## DATA SUPPLIED
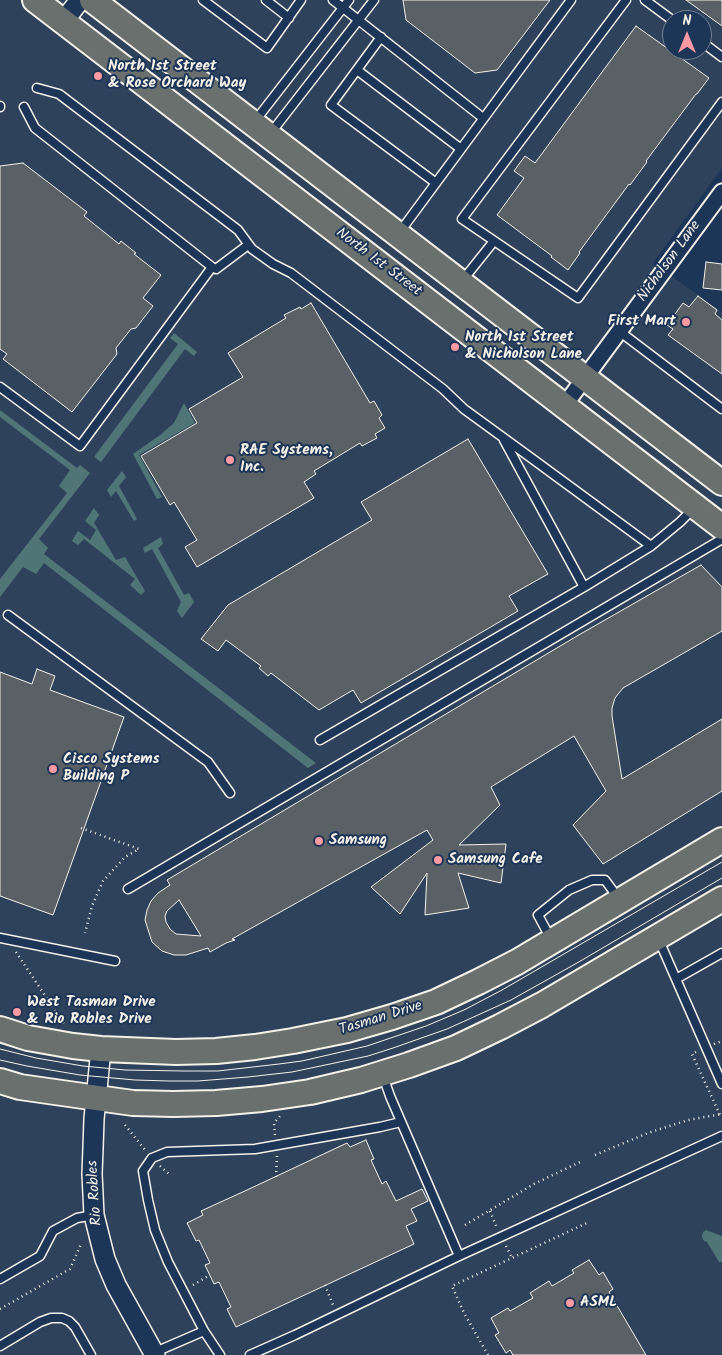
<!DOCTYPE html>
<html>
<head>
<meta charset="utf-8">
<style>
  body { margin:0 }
  #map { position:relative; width:722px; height:1355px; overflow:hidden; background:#1d3557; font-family:Kalam,sans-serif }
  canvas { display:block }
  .north { position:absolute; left:662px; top:10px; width:50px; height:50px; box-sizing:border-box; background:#1d3557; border:1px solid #738091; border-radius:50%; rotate:0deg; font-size:14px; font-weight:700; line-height:20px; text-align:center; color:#f4f1e8 }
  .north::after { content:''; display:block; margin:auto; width:18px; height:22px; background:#ff9aa2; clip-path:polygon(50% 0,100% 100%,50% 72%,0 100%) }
</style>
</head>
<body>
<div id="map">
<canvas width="722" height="1355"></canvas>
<div class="north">N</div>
</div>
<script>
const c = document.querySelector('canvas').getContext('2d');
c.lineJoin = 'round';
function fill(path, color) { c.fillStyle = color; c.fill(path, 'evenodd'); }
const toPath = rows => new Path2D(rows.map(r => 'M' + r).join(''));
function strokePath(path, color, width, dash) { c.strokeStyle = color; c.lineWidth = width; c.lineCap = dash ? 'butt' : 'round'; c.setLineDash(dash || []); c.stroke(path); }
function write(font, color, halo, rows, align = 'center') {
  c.font = font + ' Kalam,sans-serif'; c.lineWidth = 4; c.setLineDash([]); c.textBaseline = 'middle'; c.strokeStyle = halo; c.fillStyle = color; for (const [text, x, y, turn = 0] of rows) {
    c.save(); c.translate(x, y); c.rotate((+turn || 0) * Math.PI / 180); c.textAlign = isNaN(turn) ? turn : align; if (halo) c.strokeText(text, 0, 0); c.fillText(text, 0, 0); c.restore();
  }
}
const built = toPath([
  [0,0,722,0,722,168,653,263,722,312,722,1355,0,1355],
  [672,20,702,20,702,50,672,50]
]);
const green = toPath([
  [174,333,197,352,194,356,185,349,101,462,94,457,178,344,170,338],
  [184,403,195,423,139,455,162,497,157,499,133,454,160,435,174,423],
  [0,410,77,468,80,465,90,473,39,539,48,548,44,554,316,763,308,768,44,563,36,574,23,567,0,597,0,579,67,493,59,486,70,470,0,417],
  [122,471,126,477,119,486,137,519,134,521,116,491,111,497,107,490],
  [94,508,99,515,94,523,116,560,125,557,145,591,141,595,130,585,135,579,84,539,78,545,72,541,78,531,90,540,96,530,85,521],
  [161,537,163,544,158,548,184,595,189,593,194,602,182,618,177,611,181,602,152,549,145,553,143,548],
  [706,1230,722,1236,722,1262,719,1262,707,1242,703,1240,702,1236,703,1232]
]);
const building = toPath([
  [403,0,550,0,497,70,475,73,406,20,403,0],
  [686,0,722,0,722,26,686,0],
  [636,26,709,78,697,94,696,94,646,161,647,162,630,185,629,184,579,252,580,253,568,270,551,257,552,256,497,215,524,178,514,171,525,156,535,163,636,26],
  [23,163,87,212,84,216,119,244,121,241,136,253,134,254,161,275,143,298,153,306,136,328,131,329,116,348,117,354,72,412,3,359,7,354,0,349,0,166,23,163],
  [706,262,722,264,722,290,703,288,706,262],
  [698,296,717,310,715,314,722,320,722,374,668,335,673,329,667,325,683,303,689,307,698,296],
  [311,303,370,403,374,401,382,415,379,418,385,428,375,434,377,438,362,446,360,443,314,471,316,474,304,482,314,498,197,567,185,547,197,540,174,502,170,505,141,456,197,423,189,409,243,377,228,353,286,318,284,315,300,307,301,309,311,303],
  [468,439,548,574,509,596,518,611,361,703,353,690,319,710,271,673,268,676,259,668,261,666,226,640,218,651,201,639,228,605,372,520,361,502,468,439],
  [701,565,722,587,722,631,623,688,615,698,612,708,612,716,622,779,722,719,722,791,603,864,573,825,606,791,574,736,491,787,500,805,459,845,506,844,501,883,458,873,469,908,425,915,427,873,400,914,371,887,433,840,427,830,232,939,235,940,226,943,210,952,208,948,186,955,174,955,162,951,152,942,145,920,147,910,151,901,158,893,170,885,167,880,577,636,701,565],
  [179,900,201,936,176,934,170,929,166,922,165,916,167,911,179,900],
  [37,669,55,676,50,690,124,717,53,915,0,896,0,672,32,684,37,669],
  [366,1140,374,1159,371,1160,382,1184,386,1181,396,1201,422,1189,428,1201,411,1209,417,1221,406,1226,414,1244,236,1327,227,1309,231,1307,219,1282,214,1284,205,1265,210,1263,199,1240,196,1241,187,1223,203,1215,201,1211,247,1190,347,1143,350,1147,366,1140],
  [589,1260,599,1275,603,1272,613,1289,609,1292,646,1355,513,1355,510,1350,506,1353,495,1335,499,1333,491,1318,508,1308,510,1311,533,1298,530,1293,549,1281,552,1286,574,1273,572,1270,589,1260]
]);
const path = toPath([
  [81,828,139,849,125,857,103,881,92,906,85,933],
  [16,952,64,1024,64,1027],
  [714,1044,722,1041],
  [696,1052,692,1054,720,1115],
  [125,1125,146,1151],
  [275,1135,274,1123,280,1116],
  [595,1155,648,1133,688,1120,722,1114],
  [160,1166,169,1174],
  [276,1177,277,1156],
  [490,1211,497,1228],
  [465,1225,534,1184,580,1162],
  [506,1246,512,1258],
  [193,1285,210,1275],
  [325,1285,333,1305],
  [0,1309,70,1269,81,1244],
  [488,1355,464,1313,452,1286,589,1222]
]);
const service = toPath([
  [203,0,267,48,301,0],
  [266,0,289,18],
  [333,0,483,118],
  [626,0,462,219,578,298,722,102],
  [645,0,672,20],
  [381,37,331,105,436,183],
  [702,42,722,57],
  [357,70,461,149],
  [37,88,59,94,238,230,252,249,273,264,291,273,443,389,464,409,534,460,651,546],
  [0,107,0,106],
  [24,107,35,128,212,267,216,269,248,245],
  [255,121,349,0],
  [270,134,374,0],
  [399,233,571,0],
  [462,281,494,241],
  [619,331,722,409],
  [0,387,80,446,212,267],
  [504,440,584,587],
  [8,615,208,762,230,793],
  [320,740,584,587,651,546,680,522,694,508],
  [128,889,722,539],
  [0,938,115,961],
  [658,938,722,1084],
  [551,939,538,915,569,890,592,880,605,880,619,899],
  [676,979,722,953],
  [383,1076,390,1096,459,1256],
  [0,1279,40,1256,53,1231,77,1218,94,1215],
  [0,1346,40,1322,51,1318,62,1318,69,1321,75,1327,91,1355],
  [153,1353,204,1331],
  [220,1355,204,1331,168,1262,155,1230,148,1200,143,1171,152,1158,167,1152,255,1149,380,1127,401,1122],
  [250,1355,295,1335,459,1256,722,1136]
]);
const minor = toPath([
  [564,406,722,192]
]);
const tertiary = toPath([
  [63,22,80,0],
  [101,1049,94,1119,93,1148,92,1174,94,1215,105,1259,116,1285,155,1355]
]);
const primary = toPath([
  [35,0,722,527],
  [92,0,722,483],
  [0,1029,28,1038,73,1046,101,1049,176,1052,216,1051,255,1047,293,1041,347,1030,392,1017,436,1002,478,982,517,962,722,840],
  [0,1081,20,1087,97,1098,133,1103,173,1104,216,1103,262,1099,310,1092,361,1080,409,1065,456,1048,500,1027,542,1005,722,899]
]);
const tram = toPath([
  [0,1049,36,1058,83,1066,125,1070,184,1071,218,1071,279,1064,302,1061,367,1046,426,1026,464,1010,502,990,722,862],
  [0,1060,27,1066,80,1075,135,1080,169,1081,198,1081,248,1077,292,1072,368,1056,393,1048,447,1029,511,1000,577,963,722,878]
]);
const markers = [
  [98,76,5,"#ff9aa2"],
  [686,322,5,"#ff9aa2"],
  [455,347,5,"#ff9aa2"],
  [230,460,5,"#ff9aa2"],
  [53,769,5,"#ff9aa2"],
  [319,841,5,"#ff9aa2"],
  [438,860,5,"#ff9aa2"],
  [17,1012,5,"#ff9aa2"],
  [570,1303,5,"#ff9aa2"]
];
const poiNames = [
  ["North 1st Street",108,67],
  ["& Rose Orchard Way",108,84],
  ["First Mart",676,322,"right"],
  ["North 1st Street",465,338],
  ["& Nicholson Lane",465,355],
  ["RAE Systems,",240,451],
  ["Inc.",240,468],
  ["Cisco Systems",63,760],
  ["Building P",63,777],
  ["Samsung",329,841],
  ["Samsung Cafe",448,860],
  ["West Tasman Drive",27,1003],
  ["& Rio Robles Drive",27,1020],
  ["ASML",580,1303]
];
const streetNames = [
  ["Nicholson Lane",670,262,-54],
  ["North 1st Street",378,263,37],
  ["Tasman Drive",381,1019,-17],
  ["Rio Robles",96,1193,-94]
];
fill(built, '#2f425c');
fill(green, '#507576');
fill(building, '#5a6166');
strokePath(building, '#f4f1e8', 1);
strokePath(service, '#f4f1e8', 11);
strokePath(minor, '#f4f1e8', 19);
strokePath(tertiary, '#f4f1e8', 22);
strokePath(primary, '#f4f1e8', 28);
strokePath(path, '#f4f1e8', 2.5, [1, 4]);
strokePath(service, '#1d3557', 8);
strokePath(minor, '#1d3557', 15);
strokePath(tertiary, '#1d3557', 19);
strokePath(primary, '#6a706d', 24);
strokePath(tram, '#f4f1e8', 1);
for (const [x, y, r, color] of markers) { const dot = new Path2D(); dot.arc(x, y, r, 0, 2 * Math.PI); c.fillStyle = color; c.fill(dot); strokePath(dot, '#1d3557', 2); }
write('bold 15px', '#f4f1e8', '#1d3557', poiNames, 'left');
write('15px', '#f4f1e8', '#1d3557', streetNames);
</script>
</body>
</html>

## EXERCISE OBJECTIVE
For each line above that contains "rows", make a copy.

## TASK ANSWER
const toPath = rows => new Path2D(rows.map(r => 'M' + r).join(''));
function write(font, color, halo, rows, align = 'center') {
  c.font = font + ' Kalam,sans-serif'; c.lineWidth = 4; c.setLineDash([]); c.textBaseline = 'middle'; c.strokeStyle = halo; c.fillStyle = color; for (const [text, x, y, turn = 0] of rows) {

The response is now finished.